[Your instructions] The copy you give must match the records exactly, except that it holds no images.

*** Exercise material Section Begins ***

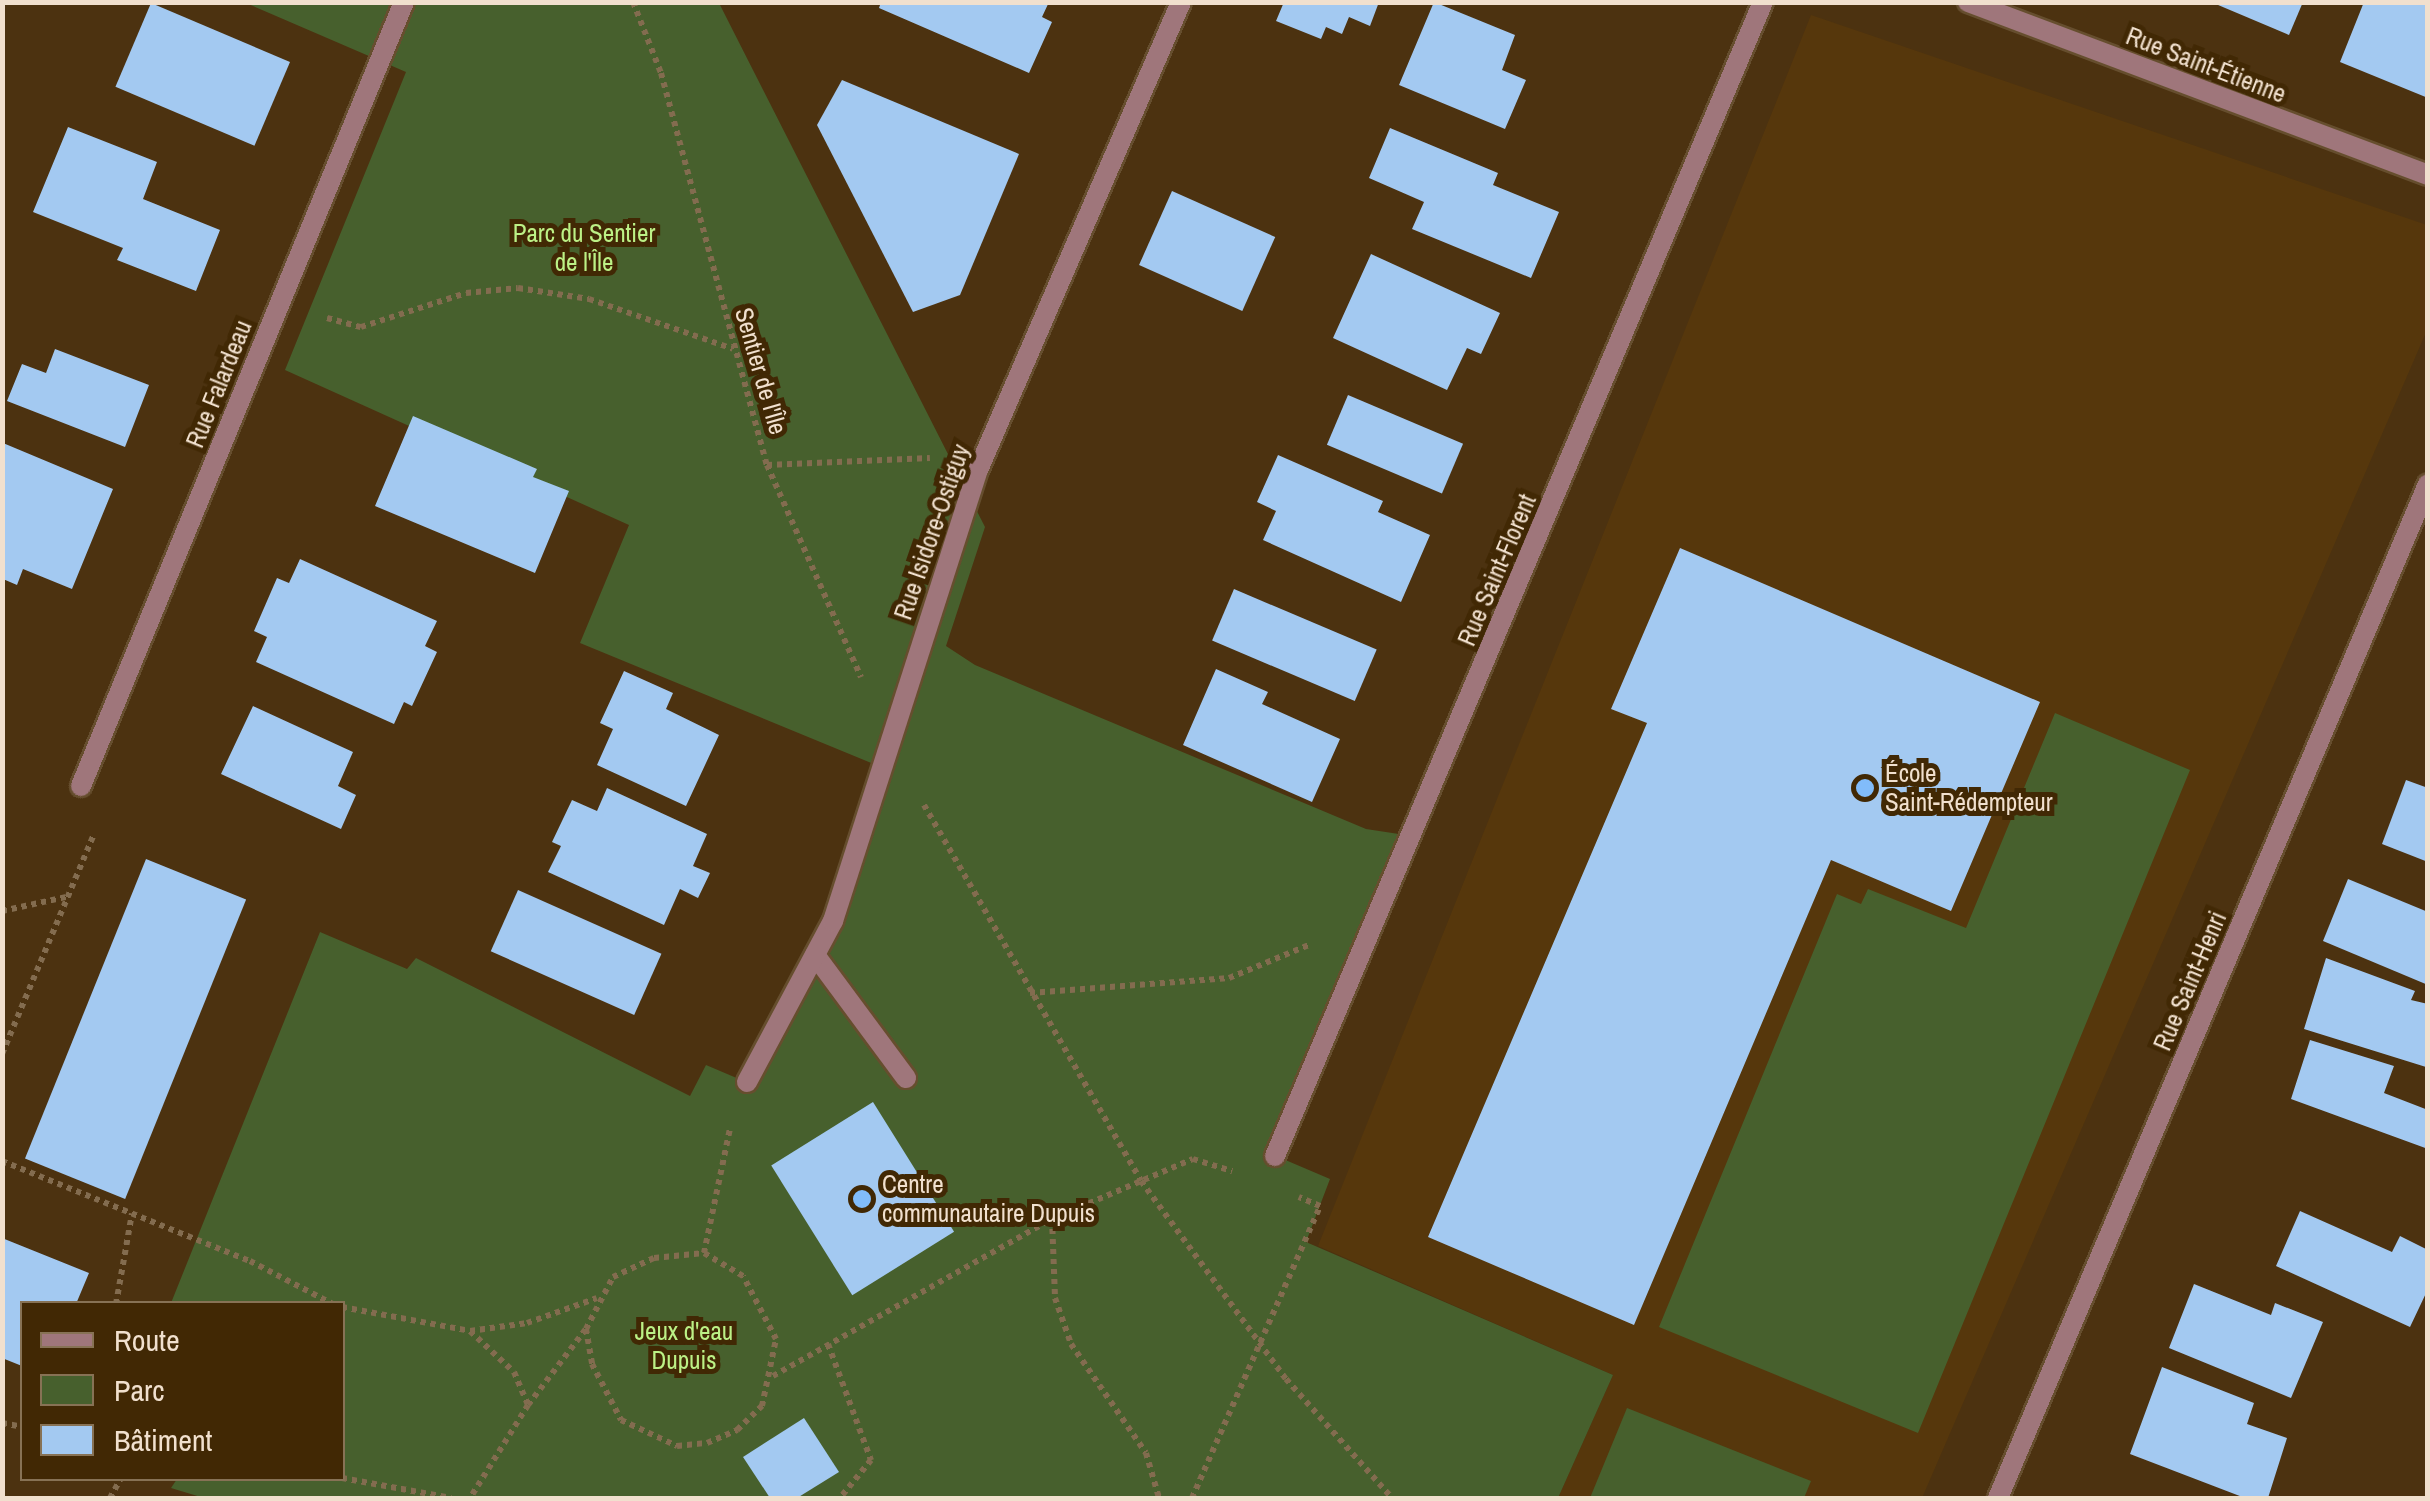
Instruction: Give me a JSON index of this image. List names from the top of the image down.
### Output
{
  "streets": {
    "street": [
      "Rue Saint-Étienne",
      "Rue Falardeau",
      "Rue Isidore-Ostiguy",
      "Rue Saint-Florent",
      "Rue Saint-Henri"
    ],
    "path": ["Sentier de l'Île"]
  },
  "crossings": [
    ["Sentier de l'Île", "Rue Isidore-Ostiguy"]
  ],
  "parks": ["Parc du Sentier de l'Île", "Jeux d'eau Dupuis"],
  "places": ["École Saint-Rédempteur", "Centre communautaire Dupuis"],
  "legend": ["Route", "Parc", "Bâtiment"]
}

*** Exercise material Section Ends ***

[Written solution]
Instruction: Give me a JSON index of this image. List names from the top of the image down.
### Output
{
  "streets": {
    "street": [
      "Rue Saint-Étienne",
      "Rue Falardeau",
      "Rue Isidore-Ostiguy",
      "Rue Saint-Florent",
      "Rue Saint-Henri"
    ],
    "path": ["Sentier de l'Île"]
  },
  "crossings": [
    ["Sentier de l'Île", "Rue Isidore-Ostiguy"]
  ],
  "parks": ["Parc du Sentier de l'Île", "Jeux d'eau Dupuis"],
  "places": ["École Saint-Rédempteur", "Centre communautaire Dupuis"],
  "legend": ["Route", "Parc", "Bâtiment"]
}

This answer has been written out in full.